» **TASK ITEM**
Of all the lines in the entries below, give again exactly those starting at the line containing "const g = document.querySelector('canvas').getContext('2d');" and ending at the line containing "function label(font, color, halo, rows, align", both ends included, and no others.

^^^^^^^^

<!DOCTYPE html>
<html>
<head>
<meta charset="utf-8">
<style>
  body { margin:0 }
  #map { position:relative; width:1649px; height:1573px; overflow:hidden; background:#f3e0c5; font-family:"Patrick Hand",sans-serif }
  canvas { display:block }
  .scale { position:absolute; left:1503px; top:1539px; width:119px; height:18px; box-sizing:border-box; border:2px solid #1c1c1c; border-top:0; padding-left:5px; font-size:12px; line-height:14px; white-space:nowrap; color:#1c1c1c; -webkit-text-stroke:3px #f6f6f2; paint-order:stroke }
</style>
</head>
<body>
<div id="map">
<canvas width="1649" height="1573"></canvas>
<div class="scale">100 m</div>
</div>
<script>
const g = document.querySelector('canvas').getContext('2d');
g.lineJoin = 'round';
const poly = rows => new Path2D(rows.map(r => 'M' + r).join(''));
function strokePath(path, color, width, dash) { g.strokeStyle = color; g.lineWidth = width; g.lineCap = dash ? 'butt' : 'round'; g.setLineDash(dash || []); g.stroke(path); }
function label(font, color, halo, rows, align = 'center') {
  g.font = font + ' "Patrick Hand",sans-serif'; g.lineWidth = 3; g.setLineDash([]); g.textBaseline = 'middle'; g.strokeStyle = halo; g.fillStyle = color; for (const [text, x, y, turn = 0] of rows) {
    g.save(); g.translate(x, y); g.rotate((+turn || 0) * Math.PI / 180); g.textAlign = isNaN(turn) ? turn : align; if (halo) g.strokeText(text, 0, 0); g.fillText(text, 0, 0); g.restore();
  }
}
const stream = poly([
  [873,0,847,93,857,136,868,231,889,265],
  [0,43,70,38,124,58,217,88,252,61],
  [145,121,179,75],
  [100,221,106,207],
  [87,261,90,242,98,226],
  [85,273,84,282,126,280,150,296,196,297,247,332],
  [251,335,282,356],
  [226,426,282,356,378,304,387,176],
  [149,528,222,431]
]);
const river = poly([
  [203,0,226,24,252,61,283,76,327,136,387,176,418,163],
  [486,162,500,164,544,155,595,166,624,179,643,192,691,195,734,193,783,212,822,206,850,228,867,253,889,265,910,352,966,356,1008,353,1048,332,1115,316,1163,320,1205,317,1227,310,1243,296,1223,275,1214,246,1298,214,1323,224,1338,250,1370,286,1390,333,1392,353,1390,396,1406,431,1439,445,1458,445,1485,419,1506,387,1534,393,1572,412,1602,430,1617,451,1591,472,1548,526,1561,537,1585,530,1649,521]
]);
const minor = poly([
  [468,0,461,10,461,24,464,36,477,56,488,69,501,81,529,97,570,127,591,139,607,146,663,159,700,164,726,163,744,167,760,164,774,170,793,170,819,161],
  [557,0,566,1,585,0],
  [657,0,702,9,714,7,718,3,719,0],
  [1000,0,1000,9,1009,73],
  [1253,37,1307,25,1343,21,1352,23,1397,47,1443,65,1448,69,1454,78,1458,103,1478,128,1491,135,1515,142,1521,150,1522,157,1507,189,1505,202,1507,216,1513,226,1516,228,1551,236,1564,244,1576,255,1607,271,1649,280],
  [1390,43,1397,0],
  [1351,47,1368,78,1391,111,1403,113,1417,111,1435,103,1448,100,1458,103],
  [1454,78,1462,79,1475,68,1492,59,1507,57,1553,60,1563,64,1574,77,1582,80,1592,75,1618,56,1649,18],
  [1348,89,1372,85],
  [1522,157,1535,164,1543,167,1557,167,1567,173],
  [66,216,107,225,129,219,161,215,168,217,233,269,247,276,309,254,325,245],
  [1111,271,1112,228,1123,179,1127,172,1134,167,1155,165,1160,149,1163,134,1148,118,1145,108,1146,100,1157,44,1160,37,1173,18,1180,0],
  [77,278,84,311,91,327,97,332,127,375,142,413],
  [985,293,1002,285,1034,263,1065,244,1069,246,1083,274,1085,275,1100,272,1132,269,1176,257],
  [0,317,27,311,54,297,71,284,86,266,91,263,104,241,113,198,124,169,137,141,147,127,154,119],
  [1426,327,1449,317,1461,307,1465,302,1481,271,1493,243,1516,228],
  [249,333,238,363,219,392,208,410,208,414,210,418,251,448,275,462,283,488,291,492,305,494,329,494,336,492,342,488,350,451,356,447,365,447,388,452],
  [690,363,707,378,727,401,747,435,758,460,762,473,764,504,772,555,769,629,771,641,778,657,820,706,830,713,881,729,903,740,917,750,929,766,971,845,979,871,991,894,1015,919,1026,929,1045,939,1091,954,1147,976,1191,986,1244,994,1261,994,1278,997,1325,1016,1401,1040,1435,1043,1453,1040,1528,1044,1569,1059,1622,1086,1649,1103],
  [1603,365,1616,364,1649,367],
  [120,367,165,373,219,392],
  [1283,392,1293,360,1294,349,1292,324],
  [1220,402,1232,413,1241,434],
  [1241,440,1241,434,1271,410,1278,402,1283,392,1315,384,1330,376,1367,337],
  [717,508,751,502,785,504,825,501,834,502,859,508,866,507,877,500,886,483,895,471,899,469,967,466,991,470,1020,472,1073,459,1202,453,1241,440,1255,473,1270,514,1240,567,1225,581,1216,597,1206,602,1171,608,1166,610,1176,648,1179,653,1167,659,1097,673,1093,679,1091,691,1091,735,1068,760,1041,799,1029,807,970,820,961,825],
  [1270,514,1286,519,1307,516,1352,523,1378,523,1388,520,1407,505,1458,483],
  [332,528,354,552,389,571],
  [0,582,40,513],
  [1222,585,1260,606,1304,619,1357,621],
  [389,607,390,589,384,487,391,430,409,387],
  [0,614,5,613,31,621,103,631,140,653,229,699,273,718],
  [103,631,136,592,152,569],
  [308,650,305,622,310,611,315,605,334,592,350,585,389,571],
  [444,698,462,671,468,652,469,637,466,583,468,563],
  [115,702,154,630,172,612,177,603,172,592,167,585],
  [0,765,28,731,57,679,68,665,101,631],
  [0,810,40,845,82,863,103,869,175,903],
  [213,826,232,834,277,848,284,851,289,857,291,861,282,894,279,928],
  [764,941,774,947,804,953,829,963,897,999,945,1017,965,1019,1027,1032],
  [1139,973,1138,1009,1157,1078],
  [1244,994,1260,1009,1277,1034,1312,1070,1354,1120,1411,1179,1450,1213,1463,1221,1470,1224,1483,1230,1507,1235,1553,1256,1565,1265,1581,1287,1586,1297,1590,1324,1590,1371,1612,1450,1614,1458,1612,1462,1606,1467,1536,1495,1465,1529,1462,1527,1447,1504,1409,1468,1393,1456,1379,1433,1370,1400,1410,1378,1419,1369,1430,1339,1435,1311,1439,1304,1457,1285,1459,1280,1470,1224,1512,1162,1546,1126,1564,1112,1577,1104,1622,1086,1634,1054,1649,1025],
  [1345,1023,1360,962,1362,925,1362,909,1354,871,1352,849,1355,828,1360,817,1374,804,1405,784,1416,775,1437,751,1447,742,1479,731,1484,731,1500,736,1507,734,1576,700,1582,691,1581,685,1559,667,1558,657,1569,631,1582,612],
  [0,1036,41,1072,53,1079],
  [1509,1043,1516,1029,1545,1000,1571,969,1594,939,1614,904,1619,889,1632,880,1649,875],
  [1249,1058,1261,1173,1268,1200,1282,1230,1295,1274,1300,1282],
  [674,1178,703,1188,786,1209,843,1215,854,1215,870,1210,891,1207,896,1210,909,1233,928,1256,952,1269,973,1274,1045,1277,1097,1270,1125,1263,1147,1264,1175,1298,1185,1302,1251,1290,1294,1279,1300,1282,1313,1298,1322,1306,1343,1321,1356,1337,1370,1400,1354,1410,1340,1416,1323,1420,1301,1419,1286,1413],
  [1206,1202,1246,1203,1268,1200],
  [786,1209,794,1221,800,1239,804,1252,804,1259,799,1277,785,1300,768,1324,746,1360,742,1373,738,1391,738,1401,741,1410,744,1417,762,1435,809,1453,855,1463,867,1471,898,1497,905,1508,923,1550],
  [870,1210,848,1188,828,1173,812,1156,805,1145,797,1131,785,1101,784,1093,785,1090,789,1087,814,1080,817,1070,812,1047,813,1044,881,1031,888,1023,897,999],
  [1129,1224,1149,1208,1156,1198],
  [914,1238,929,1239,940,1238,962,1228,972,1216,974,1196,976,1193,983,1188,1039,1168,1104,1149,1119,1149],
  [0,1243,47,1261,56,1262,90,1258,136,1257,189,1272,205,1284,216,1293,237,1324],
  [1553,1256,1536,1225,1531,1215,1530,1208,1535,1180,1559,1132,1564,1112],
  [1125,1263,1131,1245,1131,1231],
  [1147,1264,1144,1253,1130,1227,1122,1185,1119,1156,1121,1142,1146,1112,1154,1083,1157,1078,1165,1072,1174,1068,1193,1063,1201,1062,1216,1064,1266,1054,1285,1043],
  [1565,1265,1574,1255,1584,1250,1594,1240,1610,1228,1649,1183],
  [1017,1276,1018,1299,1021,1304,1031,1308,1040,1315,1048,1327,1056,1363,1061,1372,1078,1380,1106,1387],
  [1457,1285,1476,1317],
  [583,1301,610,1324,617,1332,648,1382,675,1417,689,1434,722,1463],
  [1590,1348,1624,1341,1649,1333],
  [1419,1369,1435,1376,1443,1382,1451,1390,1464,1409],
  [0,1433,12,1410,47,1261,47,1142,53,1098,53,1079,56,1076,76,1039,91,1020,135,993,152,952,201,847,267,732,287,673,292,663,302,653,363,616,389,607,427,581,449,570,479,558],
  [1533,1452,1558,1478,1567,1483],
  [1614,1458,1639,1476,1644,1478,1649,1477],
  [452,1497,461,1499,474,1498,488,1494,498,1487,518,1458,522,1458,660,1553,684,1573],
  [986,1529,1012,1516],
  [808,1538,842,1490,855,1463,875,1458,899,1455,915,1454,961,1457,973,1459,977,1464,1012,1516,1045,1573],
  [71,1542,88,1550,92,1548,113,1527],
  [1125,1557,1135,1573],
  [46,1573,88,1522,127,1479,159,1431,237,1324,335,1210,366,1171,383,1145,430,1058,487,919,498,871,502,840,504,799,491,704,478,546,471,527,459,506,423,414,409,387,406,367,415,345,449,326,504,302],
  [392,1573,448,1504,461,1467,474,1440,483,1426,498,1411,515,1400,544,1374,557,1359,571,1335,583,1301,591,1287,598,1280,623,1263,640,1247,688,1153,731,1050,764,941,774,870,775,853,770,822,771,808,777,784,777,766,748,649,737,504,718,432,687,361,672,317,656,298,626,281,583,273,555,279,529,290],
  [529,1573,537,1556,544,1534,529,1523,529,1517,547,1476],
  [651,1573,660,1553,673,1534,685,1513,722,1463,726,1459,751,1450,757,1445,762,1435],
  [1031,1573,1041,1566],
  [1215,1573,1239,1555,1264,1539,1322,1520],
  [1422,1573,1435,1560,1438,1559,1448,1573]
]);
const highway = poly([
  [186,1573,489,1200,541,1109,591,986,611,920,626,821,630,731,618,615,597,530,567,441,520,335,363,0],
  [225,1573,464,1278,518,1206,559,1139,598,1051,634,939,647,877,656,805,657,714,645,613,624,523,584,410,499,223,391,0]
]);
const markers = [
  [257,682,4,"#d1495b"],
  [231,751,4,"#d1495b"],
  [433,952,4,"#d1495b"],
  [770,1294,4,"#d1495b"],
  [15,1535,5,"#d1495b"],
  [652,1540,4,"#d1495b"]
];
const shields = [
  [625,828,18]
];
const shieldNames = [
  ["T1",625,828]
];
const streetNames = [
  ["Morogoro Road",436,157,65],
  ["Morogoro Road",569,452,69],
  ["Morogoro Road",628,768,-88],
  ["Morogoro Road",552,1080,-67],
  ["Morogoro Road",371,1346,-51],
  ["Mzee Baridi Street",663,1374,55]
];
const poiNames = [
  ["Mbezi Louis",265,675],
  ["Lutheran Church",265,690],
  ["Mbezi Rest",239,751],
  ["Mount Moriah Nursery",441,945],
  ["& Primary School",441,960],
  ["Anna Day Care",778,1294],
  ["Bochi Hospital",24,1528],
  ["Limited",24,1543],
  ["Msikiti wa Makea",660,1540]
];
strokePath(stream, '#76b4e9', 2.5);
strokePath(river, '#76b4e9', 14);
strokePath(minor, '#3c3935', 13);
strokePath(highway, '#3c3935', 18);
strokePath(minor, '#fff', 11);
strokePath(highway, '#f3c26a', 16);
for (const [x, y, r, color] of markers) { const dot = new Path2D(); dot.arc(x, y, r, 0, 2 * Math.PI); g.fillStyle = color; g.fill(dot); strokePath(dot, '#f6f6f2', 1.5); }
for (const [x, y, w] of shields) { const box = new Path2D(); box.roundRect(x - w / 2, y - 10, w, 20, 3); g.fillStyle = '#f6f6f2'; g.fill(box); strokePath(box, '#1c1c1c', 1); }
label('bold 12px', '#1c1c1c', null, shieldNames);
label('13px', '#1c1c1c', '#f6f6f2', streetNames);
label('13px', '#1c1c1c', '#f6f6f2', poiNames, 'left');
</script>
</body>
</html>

^^^^^^^^

» **TASK RESPONSE**
const g = document.querySelector('canvas').getContext('2d');
g.lineJoin = 'round';
const poly = rows => new Path2D(rows.map(r => 'M' + r).join(''));
function strokePath(path, color, width, dash) { g.strokeStyle = color; g.lineWidth = width; g.lineCap = dash ? 'butt' : 'round'; g.setLineDash(dash || []); g.stroke(path); }
function label(font, color, halo, rows, align = 'center') {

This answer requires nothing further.